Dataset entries
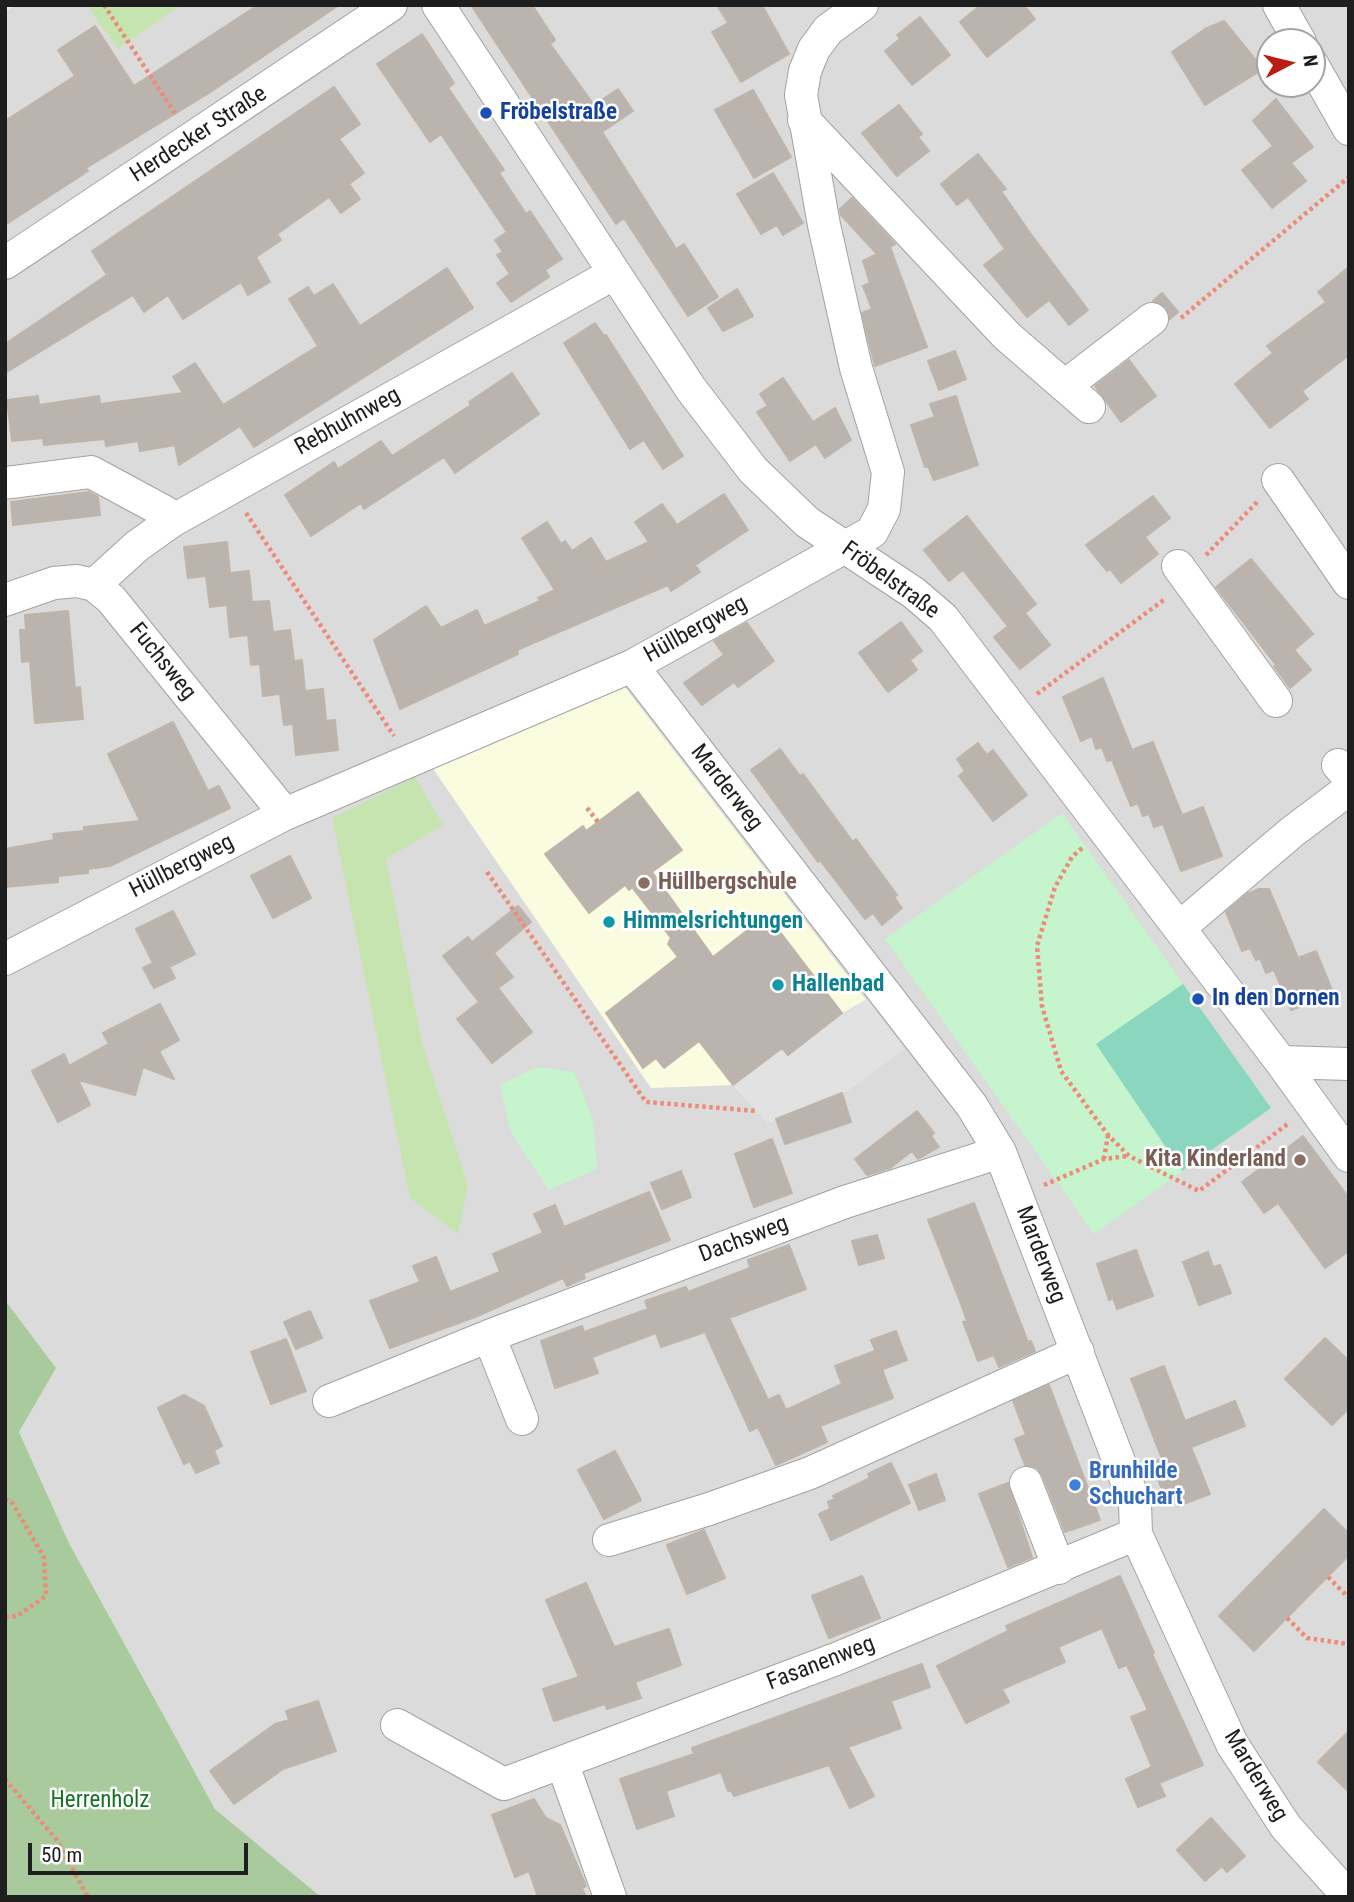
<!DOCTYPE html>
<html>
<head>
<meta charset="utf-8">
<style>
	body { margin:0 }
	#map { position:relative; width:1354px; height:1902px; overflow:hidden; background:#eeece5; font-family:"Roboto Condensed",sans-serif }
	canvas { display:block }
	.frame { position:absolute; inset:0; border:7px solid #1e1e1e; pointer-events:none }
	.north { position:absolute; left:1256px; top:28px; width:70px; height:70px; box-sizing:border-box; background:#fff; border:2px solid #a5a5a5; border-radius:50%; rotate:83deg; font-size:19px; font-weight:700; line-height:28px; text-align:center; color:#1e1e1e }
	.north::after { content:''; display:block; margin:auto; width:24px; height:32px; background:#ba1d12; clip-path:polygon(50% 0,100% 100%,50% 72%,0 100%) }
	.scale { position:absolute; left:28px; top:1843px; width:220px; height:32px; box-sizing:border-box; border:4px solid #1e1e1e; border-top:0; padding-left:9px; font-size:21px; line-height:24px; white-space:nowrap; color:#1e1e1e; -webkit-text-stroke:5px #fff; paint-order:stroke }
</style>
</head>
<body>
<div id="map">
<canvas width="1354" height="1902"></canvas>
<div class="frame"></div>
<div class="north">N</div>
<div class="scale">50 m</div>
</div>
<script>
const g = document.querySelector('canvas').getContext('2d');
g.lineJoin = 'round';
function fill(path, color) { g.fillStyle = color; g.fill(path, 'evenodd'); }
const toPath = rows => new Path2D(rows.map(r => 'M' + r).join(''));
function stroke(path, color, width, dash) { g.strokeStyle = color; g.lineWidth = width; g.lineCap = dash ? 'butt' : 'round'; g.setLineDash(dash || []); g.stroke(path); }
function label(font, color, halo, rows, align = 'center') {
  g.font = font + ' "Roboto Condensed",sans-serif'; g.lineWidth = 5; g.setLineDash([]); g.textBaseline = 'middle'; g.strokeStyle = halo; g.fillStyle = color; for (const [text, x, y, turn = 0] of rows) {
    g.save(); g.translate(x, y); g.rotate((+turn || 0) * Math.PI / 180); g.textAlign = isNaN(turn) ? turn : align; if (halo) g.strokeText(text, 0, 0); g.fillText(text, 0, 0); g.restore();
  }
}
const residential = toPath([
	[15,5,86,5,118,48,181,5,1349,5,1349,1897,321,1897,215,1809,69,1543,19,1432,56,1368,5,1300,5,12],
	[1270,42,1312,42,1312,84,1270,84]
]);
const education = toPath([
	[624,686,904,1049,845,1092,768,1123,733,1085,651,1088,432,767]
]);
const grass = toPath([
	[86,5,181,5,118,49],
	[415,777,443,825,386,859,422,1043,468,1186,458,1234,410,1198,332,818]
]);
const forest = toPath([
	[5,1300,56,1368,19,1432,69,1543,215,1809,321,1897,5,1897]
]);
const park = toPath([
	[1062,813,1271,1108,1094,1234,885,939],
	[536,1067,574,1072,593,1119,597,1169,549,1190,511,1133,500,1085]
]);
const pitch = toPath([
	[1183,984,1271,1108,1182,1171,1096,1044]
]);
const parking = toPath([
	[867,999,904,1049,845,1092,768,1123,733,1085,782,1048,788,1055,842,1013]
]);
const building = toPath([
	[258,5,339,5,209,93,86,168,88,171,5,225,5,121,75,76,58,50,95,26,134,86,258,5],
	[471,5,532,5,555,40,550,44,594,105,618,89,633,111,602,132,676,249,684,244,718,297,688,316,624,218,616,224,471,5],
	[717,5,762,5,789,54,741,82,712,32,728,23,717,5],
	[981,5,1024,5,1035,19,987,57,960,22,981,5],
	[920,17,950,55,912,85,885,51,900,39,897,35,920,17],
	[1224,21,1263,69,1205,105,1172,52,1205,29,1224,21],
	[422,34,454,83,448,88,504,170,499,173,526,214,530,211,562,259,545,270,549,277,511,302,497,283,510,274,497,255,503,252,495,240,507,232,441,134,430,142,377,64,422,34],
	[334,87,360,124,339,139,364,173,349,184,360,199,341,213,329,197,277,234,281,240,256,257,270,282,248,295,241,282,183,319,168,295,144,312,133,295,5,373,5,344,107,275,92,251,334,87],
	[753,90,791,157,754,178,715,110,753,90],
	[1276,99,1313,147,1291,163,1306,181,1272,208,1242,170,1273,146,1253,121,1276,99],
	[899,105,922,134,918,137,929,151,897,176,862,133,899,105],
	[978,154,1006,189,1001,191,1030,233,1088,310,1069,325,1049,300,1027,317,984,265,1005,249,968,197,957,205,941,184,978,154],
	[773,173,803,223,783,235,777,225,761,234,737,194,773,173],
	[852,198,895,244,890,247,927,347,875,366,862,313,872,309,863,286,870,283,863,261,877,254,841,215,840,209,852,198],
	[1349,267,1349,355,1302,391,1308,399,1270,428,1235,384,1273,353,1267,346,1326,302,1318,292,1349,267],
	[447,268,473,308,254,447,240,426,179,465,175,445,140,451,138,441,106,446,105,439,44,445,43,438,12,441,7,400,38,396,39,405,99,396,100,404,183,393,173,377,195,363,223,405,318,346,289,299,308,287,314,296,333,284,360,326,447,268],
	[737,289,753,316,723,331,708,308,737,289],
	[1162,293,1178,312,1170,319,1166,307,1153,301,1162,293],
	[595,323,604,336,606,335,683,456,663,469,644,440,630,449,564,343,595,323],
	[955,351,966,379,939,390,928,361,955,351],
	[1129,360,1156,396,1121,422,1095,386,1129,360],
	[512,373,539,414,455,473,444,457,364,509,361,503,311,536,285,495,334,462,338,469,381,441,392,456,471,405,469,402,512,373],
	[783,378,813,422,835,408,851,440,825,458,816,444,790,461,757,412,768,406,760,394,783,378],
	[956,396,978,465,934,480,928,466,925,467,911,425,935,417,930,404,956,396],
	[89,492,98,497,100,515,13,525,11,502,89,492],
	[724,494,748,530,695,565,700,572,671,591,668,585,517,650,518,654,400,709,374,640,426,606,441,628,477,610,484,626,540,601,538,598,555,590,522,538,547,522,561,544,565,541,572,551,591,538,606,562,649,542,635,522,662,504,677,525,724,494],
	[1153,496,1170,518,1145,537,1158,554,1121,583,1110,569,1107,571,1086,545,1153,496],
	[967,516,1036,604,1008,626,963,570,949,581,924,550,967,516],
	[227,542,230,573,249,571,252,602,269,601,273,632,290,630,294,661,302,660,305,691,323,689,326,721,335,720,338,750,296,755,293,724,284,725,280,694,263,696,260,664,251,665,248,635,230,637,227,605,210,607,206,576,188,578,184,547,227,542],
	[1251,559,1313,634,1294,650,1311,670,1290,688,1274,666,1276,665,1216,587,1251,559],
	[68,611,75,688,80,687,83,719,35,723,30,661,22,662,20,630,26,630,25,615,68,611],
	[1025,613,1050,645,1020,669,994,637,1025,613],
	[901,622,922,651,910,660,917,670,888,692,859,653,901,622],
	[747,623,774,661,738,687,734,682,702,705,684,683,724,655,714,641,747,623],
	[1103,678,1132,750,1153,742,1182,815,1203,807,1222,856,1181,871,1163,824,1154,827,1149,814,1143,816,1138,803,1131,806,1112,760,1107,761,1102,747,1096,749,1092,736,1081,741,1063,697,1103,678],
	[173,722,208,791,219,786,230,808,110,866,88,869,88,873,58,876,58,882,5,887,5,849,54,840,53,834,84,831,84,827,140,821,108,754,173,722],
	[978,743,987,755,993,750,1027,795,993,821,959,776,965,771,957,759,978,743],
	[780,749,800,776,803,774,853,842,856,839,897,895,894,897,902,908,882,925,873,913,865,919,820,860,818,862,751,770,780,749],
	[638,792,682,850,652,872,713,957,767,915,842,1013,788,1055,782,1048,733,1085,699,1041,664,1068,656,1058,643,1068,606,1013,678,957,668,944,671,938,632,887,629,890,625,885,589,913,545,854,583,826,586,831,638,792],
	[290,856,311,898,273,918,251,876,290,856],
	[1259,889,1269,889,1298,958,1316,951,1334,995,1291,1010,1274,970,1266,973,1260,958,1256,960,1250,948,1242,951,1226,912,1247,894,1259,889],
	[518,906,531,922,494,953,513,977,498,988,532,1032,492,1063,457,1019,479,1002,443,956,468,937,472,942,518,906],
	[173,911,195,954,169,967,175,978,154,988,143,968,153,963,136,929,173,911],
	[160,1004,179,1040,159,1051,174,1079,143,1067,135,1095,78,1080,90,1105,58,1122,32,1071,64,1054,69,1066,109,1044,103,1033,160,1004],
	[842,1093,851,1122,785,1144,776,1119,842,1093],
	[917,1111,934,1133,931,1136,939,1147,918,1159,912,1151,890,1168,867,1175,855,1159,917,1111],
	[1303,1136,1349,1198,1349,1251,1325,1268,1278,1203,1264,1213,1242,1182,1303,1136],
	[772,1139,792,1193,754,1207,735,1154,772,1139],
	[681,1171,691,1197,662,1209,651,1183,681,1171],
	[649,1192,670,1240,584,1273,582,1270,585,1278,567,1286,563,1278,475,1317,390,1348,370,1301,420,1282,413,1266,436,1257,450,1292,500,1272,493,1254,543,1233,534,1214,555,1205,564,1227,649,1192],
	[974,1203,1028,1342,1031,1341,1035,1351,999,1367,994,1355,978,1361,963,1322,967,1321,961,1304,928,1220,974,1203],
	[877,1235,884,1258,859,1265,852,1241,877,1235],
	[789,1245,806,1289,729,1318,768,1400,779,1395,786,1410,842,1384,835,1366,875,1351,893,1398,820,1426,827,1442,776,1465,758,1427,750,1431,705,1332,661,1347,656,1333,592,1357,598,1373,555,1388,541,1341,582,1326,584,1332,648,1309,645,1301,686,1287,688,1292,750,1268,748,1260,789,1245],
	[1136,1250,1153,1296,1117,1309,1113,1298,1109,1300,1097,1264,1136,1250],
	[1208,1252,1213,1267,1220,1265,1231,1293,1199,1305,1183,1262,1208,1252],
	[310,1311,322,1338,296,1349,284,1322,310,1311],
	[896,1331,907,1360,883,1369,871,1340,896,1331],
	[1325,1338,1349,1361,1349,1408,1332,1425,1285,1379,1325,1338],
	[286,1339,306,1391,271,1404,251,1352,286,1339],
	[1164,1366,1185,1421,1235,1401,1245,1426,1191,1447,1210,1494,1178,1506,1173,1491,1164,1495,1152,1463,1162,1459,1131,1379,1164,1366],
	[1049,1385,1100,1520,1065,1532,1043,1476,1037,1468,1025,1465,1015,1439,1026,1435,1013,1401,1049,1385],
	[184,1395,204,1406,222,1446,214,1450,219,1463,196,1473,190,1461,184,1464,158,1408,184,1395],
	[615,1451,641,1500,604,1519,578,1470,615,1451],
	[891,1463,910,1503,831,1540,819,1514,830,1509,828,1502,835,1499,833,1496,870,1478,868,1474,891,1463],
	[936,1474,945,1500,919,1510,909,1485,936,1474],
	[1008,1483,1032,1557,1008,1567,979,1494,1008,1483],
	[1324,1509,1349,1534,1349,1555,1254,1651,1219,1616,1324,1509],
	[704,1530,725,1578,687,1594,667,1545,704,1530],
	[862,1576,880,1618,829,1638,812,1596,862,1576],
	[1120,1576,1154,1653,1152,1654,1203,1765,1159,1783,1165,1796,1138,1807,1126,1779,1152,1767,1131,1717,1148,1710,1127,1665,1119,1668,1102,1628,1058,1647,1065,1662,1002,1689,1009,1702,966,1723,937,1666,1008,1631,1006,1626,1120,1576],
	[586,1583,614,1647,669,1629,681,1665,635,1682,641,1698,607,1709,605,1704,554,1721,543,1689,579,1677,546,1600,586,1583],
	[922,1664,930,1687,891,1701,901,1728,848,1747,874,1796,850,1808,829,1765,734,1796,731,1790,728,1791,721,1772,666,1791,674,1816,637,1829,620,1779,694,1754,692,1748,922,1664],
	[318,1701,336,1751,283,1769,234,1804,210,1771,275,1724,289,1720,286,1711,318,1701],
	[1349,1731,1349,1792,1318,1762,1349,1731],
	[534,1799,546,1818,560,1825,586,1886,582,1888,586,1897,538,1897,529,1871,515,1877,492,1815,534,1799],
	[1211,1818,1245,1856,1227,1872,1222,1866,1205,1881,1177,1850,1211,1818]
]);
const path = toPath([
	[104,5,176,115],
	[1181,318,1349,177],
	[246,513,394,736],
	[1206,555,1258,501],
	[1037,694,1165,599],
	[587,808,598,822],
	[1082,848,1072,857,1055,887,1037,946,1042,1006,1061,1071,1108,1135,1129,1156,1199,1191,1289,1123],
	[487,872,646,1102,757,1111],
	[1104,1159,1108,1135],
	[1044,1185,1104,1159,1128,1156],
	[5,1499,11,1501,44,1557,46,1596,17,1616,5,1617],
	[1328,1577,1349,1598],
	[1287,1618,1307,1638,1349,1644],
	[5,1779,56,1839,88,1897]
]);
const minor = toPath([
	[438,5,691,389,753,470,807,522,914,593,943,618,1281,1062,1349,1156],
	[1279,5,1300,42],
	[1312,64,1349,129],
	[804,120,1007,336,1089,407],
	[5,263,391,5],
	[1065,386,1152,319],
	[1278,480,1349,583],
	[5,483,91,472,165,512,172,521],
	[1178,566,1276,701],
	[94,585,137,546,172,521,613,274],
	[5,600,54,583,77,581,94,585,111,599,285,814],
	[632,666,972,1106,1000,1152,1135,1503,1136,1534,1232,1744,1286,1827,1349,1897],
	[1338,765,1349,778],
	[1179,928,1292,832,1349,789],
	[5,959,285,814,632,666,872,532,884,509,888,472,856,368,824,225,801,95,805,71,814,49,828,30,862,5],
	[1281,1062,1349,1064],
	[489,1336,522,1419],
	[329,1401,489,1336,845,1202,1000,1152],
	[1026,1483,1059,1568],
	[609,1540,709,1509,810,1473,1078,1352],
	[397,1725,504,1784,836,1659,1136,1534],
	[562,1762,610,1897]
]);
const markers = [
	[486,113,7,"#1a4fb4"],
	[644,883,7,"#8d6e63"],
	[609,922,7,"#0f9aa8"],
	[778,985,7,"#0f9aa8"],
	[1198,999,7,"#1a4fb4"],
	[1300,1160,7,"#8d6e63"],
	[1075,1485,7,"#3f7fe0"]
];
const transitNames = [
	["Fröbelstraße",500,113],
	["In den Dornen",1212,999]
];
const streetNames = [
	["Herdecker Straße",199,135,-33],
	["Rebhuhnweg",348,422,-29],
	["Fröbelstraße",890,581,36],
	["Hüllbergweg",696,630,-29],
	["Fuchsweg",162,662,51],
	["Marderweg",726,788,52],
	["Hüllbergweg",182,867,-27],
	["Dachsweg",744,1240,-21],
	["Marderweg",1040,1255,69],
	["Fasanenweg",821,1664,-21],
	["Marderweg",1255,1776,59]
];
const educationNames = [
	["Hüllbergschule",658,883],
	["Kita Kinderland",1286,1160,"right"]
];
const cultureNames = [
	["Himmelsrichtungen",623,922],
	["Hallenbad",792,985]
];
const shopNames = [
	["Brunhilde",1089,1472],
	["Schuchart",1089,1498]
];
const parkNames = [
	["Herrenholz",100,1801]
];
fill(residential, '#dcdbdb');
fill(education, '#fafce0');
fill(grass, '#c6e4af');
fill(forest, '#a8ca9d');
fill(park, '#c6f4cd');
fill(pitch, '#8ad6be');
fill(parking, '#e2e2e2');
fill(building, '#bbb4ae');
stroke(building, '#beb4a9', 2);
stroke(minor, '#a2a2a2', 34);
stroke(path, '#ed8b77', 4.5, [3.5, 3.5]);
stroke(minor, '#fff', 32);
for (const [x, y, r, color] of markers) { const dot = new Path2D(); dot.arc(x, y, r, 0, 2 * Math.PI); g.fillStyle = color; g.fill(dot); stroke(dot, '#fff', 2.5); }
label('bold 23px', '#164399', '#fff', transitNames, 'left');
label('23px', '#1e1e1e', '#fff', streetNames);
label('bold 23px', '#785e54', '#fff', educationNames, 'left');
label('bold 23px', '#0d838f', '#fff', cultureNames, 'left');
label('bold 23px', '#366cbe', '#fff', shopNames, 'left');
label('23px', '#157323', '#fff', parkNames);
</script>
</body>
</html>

### About this exercise
If a line of the data above contains "setLineDash", copy it out.

### Exercise output
function stroke(path, color, width, dash) { g.strokeStyle = color; g.lineWidth = width; g.lineCap = dash ? 'butt' : 'round'; g.setLineDash(dash || []); g.stroke(path); }
  g.font = font + ' "Roboto Condensed",sans-serif'; g.lineWidth = 5; g.setLineDash([]); g.textBaseline = 'middle'; g.strokeStyle = halo; g.fillStyle = color; for (const [text, x, y, turn = 0] of rows) {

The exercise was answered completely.